● **MATERIAL FOR THIS EXERCISE**
····················

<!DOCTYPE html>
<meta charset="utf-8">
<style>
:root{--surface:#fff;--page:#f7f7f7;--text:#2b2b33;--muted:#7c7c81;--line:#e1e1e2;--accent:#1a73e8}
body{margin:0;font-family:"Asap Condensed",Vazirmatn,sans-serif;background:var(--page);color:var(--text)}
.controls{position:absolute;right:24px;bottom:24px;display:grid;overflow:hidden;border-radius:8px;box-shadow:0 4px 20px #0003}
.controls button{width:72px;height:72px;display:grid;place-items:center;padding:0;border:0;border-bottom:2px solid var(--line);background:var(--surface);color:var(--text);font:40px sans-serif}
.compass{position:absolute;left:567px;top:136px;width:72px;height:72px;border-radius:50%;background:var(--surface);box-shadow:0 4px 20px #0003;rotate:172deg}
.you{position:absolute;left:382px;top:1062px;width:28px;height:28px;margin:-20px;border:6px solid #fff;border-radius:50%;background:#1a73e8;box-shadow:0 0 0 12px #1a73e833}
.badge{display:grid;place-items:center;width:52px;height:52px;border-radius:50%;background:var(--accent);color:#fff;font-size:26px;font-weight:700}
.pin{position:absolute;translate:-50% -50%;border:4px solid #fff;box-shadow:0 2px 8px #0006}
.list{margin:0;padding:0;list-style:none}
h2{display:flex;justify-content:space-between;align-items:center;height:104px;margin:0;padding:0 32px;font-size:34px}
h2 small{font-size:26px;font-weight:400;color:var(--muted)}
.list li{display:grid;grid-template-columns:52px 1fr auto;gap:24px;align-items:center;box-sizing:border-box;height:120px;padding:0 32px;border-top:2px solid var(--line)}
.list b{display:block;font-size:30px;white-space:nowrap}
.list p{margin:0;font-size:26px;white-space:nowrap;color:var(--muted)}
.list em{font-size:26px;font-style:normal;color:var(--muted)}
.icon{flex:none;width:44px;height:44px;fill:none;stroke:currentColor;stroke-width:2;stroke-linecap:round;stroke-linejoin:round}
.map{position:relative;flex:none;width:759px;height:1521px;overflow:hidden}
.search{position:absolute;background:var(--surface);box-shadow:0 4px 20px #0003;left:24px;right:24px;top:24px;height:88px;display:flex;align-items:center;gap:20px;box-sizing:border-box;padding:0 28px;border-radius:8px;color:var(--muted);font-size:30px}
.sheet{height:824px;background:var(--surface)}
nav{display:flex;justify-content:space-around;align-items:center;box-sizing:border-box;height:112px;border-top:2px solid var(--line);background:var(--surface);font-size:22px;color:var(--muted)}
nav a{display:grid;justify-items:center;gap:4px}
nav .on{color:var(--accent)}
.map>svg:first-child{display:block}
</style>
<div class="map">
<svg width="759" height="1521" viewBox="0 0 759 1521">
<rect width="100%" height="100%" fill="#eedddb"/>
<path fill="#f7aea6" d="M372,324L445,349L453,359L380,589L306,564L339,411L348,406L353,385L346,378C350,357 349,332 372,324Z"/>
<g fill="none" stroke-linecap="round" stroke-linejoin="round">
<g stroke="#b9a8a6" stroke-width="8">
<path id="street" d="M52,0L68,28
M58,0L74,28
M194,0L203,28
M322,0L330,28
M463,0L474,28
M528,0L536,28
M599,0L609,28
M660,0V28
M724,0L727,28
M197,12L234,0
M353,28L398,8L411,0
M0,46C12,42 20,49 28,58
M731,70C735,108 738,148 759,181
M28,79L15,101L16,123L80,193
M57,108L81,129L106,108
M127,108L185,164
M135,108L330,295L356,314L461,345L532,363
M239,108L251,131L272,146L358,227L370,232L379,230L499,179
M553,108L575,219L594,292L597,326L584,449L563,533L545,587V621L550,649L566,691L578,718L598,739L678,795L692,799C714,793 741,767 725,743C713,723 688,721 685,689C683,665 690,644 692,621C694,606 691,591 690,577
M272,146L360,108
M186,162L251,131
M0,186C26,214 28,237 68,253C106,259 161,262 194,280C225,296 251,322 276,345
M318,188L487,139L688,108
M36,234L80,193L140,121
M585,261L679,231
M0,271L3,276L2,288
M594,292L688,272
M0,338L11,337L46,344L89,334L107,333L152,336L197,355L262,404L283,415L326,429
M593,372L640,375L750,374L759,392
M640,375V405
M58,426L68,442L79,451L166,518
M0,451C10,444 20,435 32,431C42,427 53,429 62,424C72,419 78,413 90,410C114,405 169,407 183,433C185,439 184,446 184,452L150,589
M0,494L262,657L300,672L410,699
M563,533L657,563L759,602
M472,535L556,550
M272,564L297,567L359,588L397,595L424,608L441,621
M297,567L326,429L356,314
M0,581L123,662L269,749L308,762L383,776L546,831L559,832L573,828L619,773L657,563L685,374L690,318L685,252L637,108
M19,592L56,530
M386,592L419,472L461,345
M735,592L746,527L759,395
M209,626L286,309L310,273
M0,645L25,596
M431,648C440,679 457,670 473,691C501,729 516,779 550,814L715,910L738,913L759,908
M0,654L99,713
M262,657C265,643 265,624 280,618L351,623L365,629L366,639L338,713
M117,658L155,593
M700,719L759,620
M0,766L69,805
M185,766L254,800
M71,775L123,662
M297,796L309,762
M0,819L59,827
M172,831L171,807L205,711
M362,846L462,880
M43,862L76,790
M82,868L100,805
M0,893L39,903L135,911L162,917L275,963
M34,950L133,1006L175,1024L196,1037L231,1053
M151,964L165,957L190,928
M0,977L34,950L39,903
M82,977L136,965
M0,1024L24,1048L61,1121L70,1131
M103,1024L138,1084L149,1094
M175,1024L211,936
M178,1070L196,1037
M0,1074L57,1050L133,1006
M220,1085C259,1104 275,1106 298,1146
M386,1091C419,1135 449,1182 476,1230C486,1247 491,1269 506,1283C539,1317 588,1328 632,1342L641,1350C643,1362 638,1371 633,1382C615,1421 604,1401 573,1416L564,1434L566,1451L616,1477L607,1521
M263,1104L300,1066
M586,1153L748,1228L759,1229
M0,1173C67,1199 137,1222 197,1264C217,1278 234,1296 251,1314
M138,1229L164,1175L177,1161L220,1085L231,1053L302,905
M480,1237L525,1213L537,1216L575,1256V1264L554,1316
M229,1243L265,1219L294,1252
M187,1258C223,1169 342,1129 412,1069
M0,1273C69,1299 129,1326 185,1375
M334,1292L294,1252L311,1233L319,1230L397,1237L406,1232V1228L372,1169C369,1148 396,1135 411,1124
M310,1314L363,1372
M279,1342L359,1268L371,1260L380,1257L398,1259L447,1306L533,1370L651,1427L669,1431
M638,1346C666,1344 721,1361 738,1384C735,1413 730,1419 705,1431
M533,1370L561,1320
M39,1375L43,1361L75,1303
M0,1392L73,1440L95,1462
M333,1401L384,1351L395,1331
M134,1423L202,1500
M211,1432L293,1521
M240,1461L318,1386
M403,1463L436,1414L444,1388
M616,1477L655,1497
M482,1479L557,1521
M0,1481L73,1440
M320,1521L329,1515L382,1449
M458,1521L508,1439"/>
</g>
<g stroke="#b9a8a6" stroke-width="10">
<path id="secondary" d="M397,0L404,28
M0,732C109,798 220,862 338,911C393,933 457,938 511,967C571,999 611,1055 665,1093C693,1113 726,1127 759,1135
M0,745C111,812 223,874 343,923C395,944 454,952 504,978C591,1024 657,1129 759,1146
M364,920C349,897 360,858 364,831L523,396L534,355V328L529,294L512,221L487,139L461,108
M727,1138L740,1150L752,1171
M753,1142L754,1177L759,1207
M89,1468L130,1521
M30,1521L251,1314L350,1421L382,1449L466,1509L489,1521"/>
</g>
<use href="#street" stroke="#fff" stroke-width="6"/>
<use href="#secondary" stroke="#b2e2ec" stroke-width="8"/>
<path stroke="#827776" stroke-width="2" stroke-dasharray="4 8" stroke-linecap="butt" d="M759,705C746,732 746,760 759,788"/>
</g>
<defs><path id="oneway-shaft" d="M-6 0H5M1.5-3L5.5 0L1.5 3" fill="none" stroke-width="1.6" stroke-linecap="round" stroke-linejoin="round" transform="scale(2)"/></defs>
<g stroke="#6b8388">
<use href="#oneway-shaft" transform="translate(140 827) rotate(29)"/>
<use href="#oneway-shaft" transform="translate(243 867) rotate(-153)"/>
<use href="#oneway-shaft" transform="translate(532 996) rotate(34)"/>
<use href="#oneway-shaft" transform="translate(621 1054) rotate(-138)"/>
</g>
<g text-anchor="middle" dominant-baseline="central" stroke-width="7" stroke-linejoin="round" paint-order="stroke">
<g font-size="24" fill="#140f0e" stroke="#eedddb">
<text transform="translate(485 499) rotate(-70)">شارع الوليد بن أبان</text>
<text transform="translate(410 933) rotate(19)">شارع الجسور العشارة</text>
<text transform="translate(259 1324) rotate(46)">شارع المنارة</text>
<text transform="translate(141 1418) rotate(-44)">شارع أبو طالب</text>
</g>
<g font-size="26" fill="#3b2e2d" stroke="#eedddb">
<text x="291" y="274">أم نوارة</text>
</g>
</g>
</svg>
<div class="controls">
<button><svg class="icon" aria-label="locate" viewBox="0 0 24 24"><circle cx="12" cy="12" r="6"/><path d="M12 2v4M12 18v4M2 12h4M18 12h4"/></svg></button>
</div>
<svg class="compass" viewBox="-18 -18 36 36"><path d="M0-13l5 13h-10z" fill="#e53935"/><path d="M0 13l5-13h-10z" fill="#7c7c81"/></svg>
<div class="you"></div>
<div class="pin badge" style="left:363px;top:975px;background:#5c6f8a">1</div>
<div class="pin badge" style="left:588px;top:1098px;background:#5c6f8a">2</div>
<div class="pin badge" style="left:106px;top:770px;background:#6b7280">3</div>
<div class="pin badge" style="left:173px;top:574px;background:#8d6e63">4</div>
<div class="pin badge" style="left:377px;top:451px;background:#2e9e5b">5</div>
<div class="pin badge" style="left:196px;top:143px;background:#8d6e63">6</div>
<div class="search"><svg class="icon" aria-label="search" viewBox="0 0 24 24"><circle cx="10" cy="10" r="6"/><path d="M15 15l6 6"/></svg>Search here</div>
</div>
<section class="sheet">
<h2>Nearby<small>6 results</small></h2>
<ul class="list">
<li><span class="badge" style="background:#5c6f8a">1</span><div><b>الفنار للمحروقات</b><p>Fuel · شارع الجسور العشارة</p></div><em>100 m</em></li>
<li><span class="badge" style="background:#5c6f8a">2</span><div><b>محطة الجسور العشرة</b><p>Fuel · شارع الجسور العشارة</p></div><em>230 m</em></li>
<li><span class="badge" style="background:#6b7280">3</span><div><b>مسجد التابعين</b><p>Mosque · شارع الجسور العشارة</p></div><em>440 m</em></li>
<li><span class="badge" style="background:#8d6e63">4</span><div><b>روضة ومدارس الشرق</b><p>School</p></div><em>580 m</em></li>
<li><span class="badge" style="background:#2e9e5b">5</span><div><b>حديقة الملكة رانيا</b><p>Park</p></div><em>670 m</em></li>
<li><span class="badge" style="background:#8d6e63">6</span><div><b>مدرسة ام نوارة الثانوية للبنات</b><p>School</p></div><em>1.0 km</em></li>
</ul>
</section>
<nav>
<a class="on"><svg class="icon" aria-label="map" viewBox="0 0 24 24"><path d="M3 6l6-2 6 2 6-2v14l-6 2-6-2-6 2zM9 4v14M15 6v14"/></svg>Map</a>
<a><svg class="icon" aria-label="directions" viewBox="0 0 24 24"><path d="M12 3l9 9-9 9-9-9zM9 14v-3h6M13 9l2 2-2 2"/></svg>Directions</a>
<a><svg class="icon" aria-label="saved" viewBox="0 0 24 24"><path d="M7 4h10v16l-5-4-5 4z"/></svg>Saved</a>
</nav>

····················

● **INSTRUCTIONS FOR THE TASK**
The string to find is "street"; copy every line of the listing that has it.

● **WRITTEN REPLY**
<path id="street" d="M52,0L68,28
<use href="#street" stroke="#fff" stroke-width="6"/>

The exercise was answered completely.